Heute habe ich einen Blogeintrag von einer Freundin gelesen, der mich zum Grübeln gebracht hat. In dem Artikel geht es um das Thema Fremdgehen (Artikel siehe hier). Was dieses Thema angeht, bin ich DER Exprerte. Einerseits bin ich in der bequemen Situation auf wenige, glückliche und langjährige Beziehungen, ohne Überraschungen, zurück blicken zu können. Andererseits halte ich mich mit Urteilen und Ratschägen des menschlichen Verhaltens betreffend so weit wie möglich zurück. Die wesentliche, und für mich gewissermassen erschreckende, Erkenntnis, nach dem Lesen des Artikels, jedoch war, dass mir mit meinen Ansichten offenbar jeglicher moralischer Kompass abhanden gekommen ist.
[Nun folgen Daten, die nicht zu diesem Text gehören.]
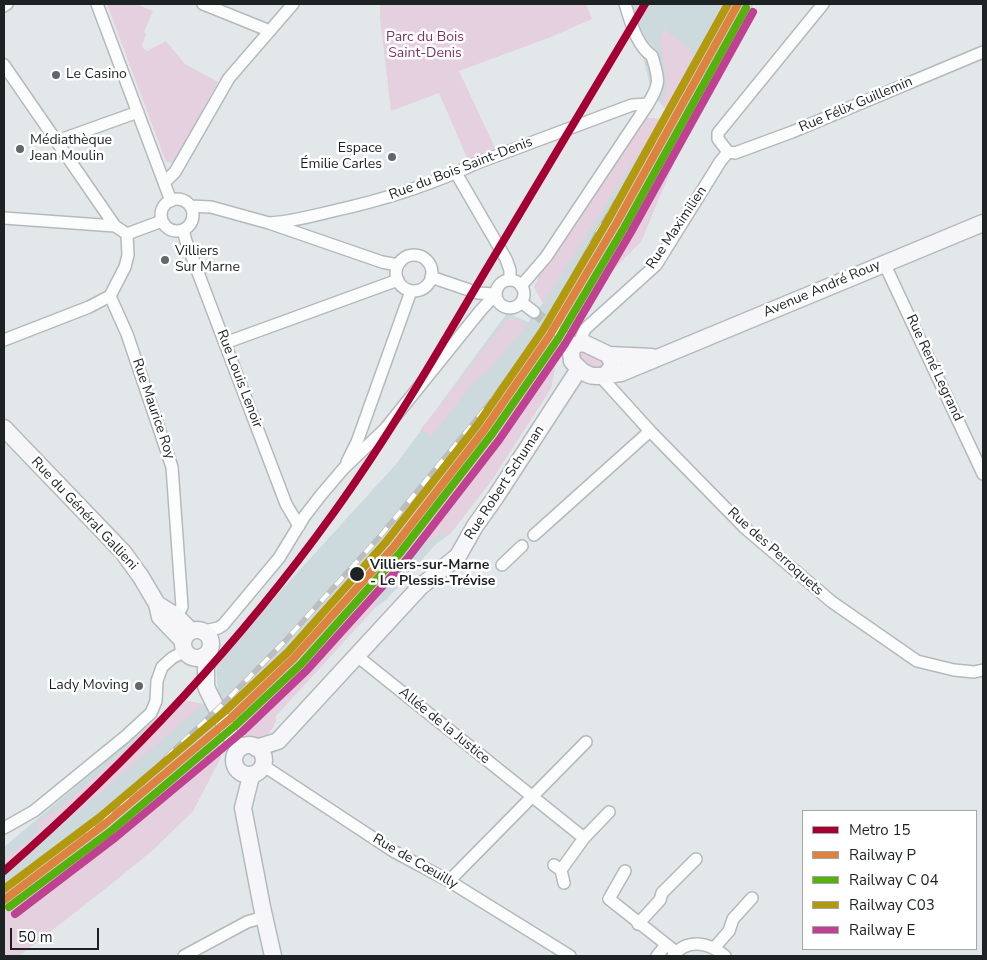 <!DOCTYPE html>
<html>
<head>
<meta charset="utf-8">
<style>
	body { margin:0 }
	#map { position:relative; width:987px; height:960px; overflow:hidden; background:#e2e8ea; font-family:"Nunito Sans",sans-serif }
	canvas { display:block }
	.frame { position:absolute; inset:0; border:5px solid #1d2223; pointer-events:none }
	.legend { position:absolute; left:802px; top:810px; width:175px; height:140px; box-sizing:border-box; background:#fff; border:1px solid #a5a7a7; margin:0; padding:6px 9px; list-style:none; font-size:15px; color:#1d2223 }
	.legend li { display:flex; align-items:center; gap:10px; height:25px }
	.legend b { width:25px; border:1px solid #a5a7a7 }
	.scale { position:absolute; left:10px; top:928px; width:89px; height:22px; box-sizing:border-box; border:2px solid #1d2223; border-top:0; padding-left:6px; font-size:15px; line-height:18px; white-space:nowrap; color:#1d2223; -webkit-text-stroke:4px #fff; paint-order:stroke }
</style>
</head>
<body>
<div id="map">
<canvas width="987" height="960"></canvas>
<div class="frame"></div>
<ul class="legend">
<li><b style="height:6px;background:#a50034"></b>Metro 15</li>
<li><b style="height:6px;background:#dd833f"></b>Railway P</li>
<li><b style="height:6px;background:#55b10c"></b>Railway C 04</li>
<li><b style="height:6px;background:#b2990e"></b>Railway C03</li>
<li><b style="height:6px;background:#c04191"></b>Railway E</li>
</ul>
<div class="scale">50 m</div>
</div>
<script>
const c = document.querySelector('canvas').getContext('2d');
c.lineJoin = 'round';
function fillPath(path, color) { c.fillStyle = color; c.fill(path, 'evenodd'); }
function trace(path, color, width, dash) { c.strokeStyle = color; c.lineWidth = width; c.lineCap = dash ? 'butt' : 'round'; c.setLineDash(dash || []); c.stroke(path); }
function write(font, color, halo, rows, align = 'center') {
  c.font = font + ' "Nunito Sans",sans-serif'; c.lineWidth = 5; c.setLineDash([]); c.textBaseline = 'middle'; c.strokeStyle = halo; c.fillStyle = color; for (const [text, x, y, turn = 0] of rows) {
    c.save(); c.translate(x, y); c.rotate((+turn || 0) * Math.PI / 180); c.textAlign = isNaN(turn) ? turn : align; if (halo) c.strokeText(text, 0, 0); c.fillText(text, 0, 0); c.restore();
  }
}
fillPath(new Path2D(`
	M631,4H753L613,270L587,304L578,324L559,325L552,338L558,351L551,388L492,480L450,534L436,544L386,600L376,607L355,629L275,716L276,722L232,725L217,737L221,757L193,811L154,849L110,885L19,956H4V847L156,719L183,700L203,704L218,691L216,662L397,463L507,313L528,322L543,303L534,287L647,118L661,119L666,109L652,95Z`), '#cddadd');
fillPath(new Path2D(`
	M107,4H136L153,11L144,32L146,34L142,45L143,48L147,51L166,41L185,64L218,82L174,163L166,162Z
	M380,4H586L592,19L551,37L459,71L495,148L468,160L439,93L391,111L380,18Z
	M743,4H754L693,121L681,117Z
	M665,29L694,54L666,109L662,105L667,85L660,39Z
	M647,118L661,119L543,303L534,287L539,276Z
	M677,127L687,132L641,242L613,270L587,304L578,324L559,325L570,311Z
	M509,317L527,325L489,370L473,383L431,437L421,429Z
	M552,338L558,351L551,388L492,480L450,534L434,537L406,560L397,553C452,483 506,414 552,338Z
	M582,350L603,360L604,367L592,371L576,354Z
	M388,562L398,569L378,599L376,607L275,717C277,730 262,743 249,737C243,735 237,729 232,725L297,663L349,609Z
	M183,700L203,704L104,790L4,873V857L30,841L40,829L37,823L62,806Z
	M217,737L221,757L193,811L154,849L110,885L19,956H4V910C77,854 148,798 217,737Z`), '#e4d0df');
trace(new Path2D(`
	M534,312L559,332`), '#bbc0c2', 11, [11, 5.5]);
const street = new Path2D(`
	M97,4L171,201
	M203,4L270,31
	M4,6L7,4
	M4,65L115,226L127,234L128,255L125,267L110,296L89,307L4,340
	M57,141L138,112
	M728,152L735,153L792,132L983,52
	M728,152L718,139V133L823,4
	M456,173L506,259L510,270V280
	M165,185L166,181L175,172L229,78L293,4
	M161 215a16 16 0 1 1 32 0a16 16 0 1 1-32 0Z
	M190,206L211,207L269,223L382,262L398,265
	M4,218L115,226
	M269,223C291,222 312,216 333,211C383,200 431,185 477,163L632,105L648,104
	M183,230L186,241L286,504L299,526
	M127,234L162,221
	M396 273a18 18 0 1 1 36 0a18 18 0 1 1-36 0Z
	M884,263L983,474
	M431,277L478,293L496,294
	M496 294a14 14 0 1 1 28 0a14 14 0 1 1-28 0Z
	M521,286L546,257L648,104C661,82 659,80 652,56C636,45 631,22 625,4
	M110,296L127,334L172,467L182,607L176,616
	M521,302L534,312
	M559,332L574,345
	M225,343L398,280
	M579,343L585,329L656,265L720,162L728,152
	M601,377L650,431L745,528L832,602L917,661L954,670L974,672L983,670
	M347,462L357,442L411,291
	M534,535L650,431
	M502,565L522,546
	M204,631L218,628L223,625L279,558L304,517L321,495L344,468L385,429L481,310L496,294
	M357,656L584,838
	M262,768L270,770L393,851L449,881L570,956
	M4,828L34,811L126,736L151,713L156,701L157,681L162,667L172,658L185,651
	M554,865L561,870L564,883
	M561,870L584,838L609,812
	M625,871L609,899L676,952
	M449,881L586,742
	M638,924L660,900L662,893L696,859
	M715,947L729,931L733,919L752,898
	M184,956L247,922L264,917
	M657,956L666,945
	M673,956C687,938 709,942 725,956`);
const secondary = new Path2D(`
	M609,355L652,357
	M606,375L613,365L609,355L584,343L574,345L571,353L572,361C589,382 598,376 621,373L983,223
	M4,428L123,552L141,577L157,604L160,617L183,641
	M157,604L176,616L191,631
	M183 644a14 14 0 1 1 28 0a14 14 0 1 1-28 0Z
	M206,655V686L208,691L230,735L240,748
	M234 760a15 15 0 1 1 30 0a15 15 0 1 1-30 0Z
	M256,748L278,741L420,587L458,556L475,526L495,498L579,369
	M251,776L243,808L262,907L273,956`);
trace(street, '#b5b9bb', 14);
trace(secondary, '#b5b9bb', 19);
trace(street, '#fbfcfc', 11);
trace(secondary, '#f6f5f7', 16);
const rail = new Path2D(`
	M54,863L122,804L172,752L224,703L286,640L382,534L489,404L543,330L558,306L596,235L616,202
	M4,900L6,898`);
trace(rail, '#bcbebe', 5.5);
trace(rail, '#fff', 4, [11]);
trace(new Path2D(`
	M4,900L105,824L230,719L294,658L393,548L485,429L550,335L616,224L738,4`), '#dd833f', 8);
trace(new Path2D(`
	M9,907L111,831L236,725L301,664L400,553L492,434L558,339L624,228L746,8`), '#55b10c', 8);
trace(new Path2D(`
	M4,889L100,817L224,712L288,652L386,542L478,424L543,330L608,220L728,4`), '#b2990e', 8);
trace(new Path2D(`
	M15,914L116,837L242,732L307,670L407,559L499,440L565,344L631,232L753,12`), '#c04191', 8);
trace(new Path2D(`
	M4,871C126,764 237,647 332,515C387,439 435,357 483,275C537,185 591,94 645,4`), '#a50034', 8);
for (const [x, y, r, color] of [
	[56,75,5,"#626769"],
	[20,149,5,"#626769"],
	[392,157,5,"#626769"],
	[165,260,5,"#626769"],
	[357,574,8,"#1d2223"],
	[139,686,5,"#626769"]
]) { const dot = new Path2D(); dot.arc(x, y, r, 0, 2 * Math.PI); c.fillStyle = color; c.fill(dot); trace(dot, '#fff', 2); }
write('14px', '#7d3468', '#fff', [
	["Parc du Bois",425,38],
	["Saint-Denis",425,54]
]);
write('14px', '#1d2223', '#fff', [
	["Le Casino",66,75],
	["Médiathèque",30,141],
	["Jean Moulin",30,157],
	["Espace",382,149,"right"],
	["Émilie Carles",382,165,"right"],
	["Villiers",175,252],
	["Sur Marne",175,268],
	["Lady Moving",129,686,"right"]
], 'left');
write('14px', '#1d2223', '#fff', [
	["Rue Félix Guillemin",856,105,-23],
	["Rue du Bois Saint-Denis",461,169,-21],
	["Rue Maximilien",677,228,-56],
	["Avenue André Rouy",822,289,-23],
	["Rue René Legrand",934,368,65],
	["Rue Louis Lenoir",239,379,69],
	["Rue Maurice Roy",153,409,71],
	["Rue Robert Schuman",505,483,-57],
	["Rue du Général Gallieni",84,514,47],
	["Rue des Perroquets",775,552,42],
	["Allée de la Justice",444,726,39],
	["Rue de Cœuilly",415,862,30]
]);
write('bold 14px', '#1d2223', '#fff', [
	["Villiers-sur-Marne",370,566],
	["- Le Plessis-Trévise",370,582]
], 'left');
</script>
</body>
</html>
Meine moralische Prägung in einer Nussschale

Als gebürtiger Ungar war ich immer fasziniert davon, mit welcher devoten Reue Deutsche für die Schuld ihrer Eltern und Grosseltern den Kopf hinhalten. Als ich -kurz nach meiner Einbürgerung- bei der Bundeswehr als Rekrut eingerückt bin, hatte ich schulterlanges Haar und konnte kein Wort der Nationalhymne und mir war moralische Verantwortung kein Begriff. Gut zwanzig Jahre nach Erlangung der deutschen Staatsbürgerschaft -und der Aufgabe der Ungarischen-  hat sich die Situation etwas geändert. Es ist ein wenig schizophren. Zwar schäme ich mich heute für jede Schlagzeile in der internationalen Presse über den Orbanitarismus in Ungarn. Gleichzeitig fühle ich mich eher als Deutscher denn als Ungar, was Mentalität, Kultur, Geschichte und Identität betrifft. Ungar zu sein ohne Humor verbietet sich also offenbar per se. Deutscher zu sein mit einem Übermass an Humor ebenso (womöglich sogar noch offenbarer). Weder meine Objektivität noch meine Selbsterkenntnis gehen soweit, als dass ich das Ergebnis in Worte fassen könnte. Hier also ein Versuch:


Ökonomie des Fremdgehens

Vor meinem Hintergrund speziell, aber auch vor dem Hintergrund europäischen Versagens in Moralfragen in der Vergangenheit im Allgemeinen, verbietet es sich aus meiner Sicht, als Europäer Verhaltensratschläge, oder gar -vorgaben, auf Grundlage moralischer Bedenken zu geben. Es gibt jedoch einige rationale Aspekte scheinbar irrationalem Verhaltens.
Fremdgehen, also das Betrügen eines festen Partners, ist letzten Endes eine -bewusste oder unbewusste- Entscheidung. Entscheidungen folgen Motiven. Motive lassen sich auf Anreize zurück führen. Anreize wiederrum lassen sich quantifizieren und so vergleichbar machen.
Heutzutage gibt es eine regelrechte Industrie, die an dem Bedarf nach Seitensprügen gut verdient. Zahlreiche Vermittlungsbörsen, Etablissements, Veranstalter und Ähnliche, hätten einen eher schweren Stand, wenn Partnerschaften so fest und so beständig wären, wie gemeinhin behauptet wird. Der Glaube an die Unerschütterlichkeit und Prinzipientreue von Menschen dürfte also gewissermassen nicht mehr als eine Illusion sein. Wie sieht wohl der Business-Blueprint eines Internetportals aus, das sich nach eigenen Angaben zu der Spezialisierung auf Seitensprünge bekennt?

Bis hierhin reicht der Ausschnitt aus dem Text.